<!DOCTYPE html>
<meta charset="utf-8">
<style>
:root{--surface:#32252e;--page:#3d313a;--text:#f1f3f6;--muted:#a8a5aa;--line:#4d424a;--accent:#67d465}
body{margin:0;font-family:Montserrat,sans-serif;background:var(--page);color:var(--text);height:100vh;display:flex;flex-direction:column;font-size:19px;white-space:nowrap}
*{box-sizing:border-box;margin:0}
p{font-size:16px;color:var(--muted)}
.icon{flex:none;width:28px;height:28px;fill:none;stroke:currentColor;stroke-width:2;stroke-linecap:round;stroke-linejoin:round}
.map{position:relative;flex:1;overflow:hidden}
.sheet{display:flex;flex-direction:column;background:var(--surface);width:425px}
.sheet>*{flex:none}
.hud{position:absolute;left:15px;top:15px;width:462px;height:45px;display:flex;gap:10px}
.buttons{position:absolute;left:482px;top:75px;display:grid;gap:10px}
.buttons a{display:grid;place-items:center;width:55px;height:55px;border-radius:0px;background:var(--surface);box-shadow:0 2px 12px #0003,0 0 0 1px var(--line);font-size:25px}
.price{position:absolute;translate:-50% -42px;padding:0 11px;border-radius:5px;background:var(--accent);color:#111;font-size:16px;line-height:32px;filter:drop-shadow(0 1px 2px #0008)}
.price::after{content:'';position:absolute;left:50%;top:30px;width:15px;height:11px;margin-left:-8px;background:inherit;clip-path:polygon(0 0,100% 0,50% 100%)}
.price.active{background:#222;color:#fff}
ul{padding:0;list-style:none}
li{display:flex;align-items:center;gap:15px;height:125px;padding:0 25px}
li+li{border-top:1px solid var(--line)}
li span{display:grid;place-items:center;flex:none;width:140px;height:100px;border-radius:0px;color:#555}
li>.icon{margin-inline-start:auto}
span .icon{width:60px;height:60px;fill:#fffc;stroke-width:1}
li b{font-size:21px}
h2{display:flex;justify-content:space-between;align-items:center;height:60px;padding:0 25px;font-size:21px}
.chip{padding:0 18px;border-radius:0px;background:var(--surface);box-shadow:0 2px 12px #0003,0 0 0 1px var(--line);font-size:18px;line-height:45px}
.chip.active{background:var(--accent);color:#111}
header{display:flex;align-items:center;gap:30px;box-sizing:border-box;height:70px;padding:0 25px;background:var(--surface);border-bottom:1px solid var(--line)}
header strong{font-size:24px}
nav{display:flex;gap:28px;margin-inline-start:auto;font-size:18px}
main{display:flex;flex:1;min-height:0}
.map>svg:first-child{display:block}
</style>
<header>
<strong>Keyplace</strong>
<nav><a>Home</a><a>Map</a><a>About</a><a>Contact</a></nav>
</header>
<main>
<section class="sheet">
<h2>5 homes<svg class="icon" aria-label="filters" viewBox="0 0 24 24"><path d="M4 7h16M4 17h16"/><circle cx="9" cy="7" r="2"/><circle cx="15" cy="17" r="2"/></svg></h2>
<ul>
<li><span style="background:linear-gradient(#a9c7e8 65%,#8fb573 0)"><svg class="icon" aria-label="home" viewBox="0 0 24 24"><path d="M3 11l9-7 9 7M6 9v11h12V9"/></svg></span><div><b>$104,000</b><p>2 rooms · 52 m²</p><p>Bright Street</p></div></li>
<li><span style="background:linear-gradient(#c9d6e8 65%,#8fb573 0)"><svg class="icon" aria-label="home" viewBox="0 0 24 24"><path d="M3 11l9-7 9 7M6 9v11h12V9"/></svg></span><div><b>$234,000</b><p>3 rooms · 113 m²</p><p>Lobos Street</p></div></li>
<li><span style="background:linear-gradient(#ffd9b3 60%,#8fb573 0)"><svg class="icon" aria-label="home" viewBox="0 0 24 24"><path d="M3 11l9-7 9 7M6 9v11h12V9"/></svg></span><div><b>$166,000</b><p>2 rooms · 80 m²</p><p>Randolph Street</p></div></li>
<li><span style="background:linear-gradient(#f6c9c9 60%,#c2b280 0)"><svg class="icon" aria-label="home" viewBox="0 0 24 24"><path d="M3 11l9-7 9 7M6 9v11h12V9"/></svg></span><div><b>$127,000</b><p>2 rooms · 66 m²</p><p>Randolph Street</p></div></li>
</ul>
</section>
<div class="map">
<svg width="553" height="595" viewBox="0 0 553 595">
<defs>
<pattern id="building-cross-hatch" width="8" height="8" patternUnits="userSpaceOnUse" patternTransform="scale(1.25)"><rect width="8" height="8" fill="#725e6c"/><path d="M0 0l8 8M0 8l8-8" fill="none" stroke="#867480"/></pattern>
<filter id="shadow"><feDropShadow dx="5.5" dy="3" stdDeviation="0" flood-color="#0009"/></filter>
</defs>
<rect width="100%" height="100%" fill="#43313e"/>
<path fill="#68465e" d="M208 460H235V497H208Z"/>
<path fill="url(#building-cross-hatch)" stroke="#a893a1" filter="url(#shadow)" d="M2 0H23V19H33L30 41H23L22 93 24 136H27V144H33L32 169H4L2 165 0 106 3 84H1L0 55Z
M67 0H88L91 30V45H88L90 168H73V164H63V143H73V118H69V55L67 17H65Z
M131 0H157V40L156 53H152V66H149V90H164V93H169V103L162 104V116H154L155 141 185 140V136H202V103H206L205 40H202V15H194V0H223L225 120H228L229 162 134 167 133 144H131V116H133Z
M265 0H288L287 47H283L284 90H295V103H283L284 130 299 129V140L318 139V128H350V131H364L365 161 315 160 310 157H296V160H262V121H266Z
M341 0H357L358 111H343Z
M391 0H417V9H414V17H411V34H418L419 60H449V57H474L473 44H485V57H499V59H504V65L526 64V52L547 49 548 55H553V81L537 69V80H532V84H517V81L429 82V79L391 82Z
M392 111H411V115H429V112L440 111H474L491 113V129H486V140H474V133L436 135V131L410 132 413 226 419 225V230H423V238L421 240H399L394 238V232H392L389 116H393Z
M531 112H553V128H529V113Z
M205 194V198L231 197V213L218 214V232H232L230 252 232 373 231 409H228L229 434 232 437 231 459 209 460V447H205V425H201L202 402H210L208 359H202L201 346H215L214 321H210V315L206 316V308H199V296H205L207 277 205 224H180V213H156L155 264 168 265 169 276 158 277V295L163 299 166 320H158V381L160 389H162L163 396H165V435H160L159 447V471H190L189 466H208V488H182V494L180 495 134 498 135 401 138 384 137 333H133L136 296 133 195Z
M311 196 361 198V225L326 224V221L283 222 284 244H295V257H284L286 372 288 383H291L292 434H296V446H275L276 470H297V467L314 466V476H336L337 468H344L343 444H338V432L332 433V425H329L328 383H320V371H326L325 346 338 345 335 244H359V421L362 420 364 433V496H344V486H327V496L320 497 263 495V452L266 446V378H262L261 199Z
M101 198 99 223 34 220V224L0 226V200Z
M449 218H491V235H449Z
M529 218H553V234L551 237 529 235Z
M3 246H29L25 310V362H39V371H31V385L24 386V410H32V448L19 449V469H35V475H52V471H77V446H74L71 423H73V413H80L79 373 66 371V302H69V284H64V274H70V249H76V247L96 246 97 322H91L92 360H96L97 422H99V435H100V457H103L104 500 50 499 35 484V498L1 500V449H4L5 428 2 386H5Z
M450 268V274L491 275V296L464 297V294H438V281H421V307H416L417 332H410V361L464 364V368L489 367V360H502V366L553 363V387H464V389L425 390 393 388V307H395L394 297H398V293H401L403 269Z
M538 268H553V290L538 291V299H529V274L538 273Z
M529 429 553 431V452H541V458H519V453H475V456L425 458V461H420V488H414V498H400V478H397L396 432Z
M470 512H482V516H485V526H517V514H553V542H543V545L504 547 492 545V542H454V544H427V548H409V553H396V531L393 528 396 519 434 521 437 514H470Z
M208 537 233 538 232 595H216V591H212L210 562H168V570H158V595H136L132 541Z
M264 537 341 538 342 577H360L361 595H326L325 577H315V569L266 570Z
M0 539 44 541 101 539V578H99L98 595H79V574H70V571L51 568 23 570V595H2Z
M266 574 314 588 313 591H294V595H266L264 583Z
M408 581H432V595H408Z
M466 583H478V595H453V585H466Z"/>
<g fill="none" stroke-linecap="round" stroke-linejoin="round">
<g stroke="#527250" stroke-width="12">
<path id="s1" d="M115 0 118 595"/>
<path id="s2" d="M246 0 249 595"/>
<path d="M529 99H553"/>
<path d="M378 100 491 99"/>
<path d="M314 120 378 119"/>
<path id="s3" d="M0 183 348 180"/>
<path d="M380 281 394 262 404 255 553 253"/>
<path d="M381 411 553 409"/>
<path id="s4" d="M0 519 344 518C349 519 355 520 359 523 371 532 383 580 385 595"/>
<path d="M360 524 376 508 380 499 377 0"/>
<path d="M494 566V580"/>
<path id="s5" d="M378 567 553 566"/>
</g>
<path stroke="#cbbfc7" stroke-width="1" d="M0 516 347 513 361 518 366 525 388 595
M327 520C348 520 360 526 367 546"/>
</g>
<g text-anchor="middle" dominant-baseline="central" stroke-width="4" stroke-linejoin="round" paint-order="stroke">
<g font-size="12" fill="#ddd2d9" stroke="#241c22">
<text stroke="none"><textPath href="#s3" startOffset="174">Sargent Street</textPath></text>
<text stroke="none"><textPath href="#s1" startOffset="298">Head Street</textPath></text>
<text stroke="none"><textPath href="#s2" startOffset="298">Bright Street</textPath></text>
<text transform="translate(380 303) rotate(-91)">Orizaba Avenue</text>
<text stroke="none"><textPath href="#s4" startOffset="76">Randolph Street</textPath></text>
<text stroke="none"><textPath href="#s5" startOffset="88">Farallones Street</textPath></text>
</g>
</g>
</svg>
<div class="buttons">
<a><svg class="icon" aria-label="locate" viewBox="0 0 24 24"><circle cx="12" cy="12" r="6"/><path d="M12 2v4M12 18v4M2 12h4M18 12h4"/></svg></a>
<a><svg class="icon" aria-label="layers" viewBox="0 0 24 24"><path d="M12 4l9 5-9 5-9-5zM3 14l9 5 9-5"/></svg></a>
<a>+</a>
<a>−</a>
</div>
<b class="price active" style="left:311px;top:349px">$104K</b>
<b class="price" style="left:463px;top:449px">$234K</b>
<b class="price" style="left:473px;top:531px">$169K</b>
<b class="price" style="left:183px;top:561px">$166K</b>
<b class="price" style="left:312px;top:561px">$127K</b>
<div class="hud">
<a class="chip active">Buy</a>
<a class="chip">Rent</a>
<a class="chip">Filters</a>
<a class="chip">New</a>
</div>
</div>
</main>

▶ [What you need to do]: Copy out all lines of the listing where the word "column" appears.

▶ [Answer space]:
body{margin:0;font-family:Montserrat,sans-serif;background:var(--page);color:var(--text);height:100vh;display:flex;flex-direction:column;font-size:19px;white-space:nowrap}
.sheet{display:flex;flex-direction:column;background:var(--surface);width:425px}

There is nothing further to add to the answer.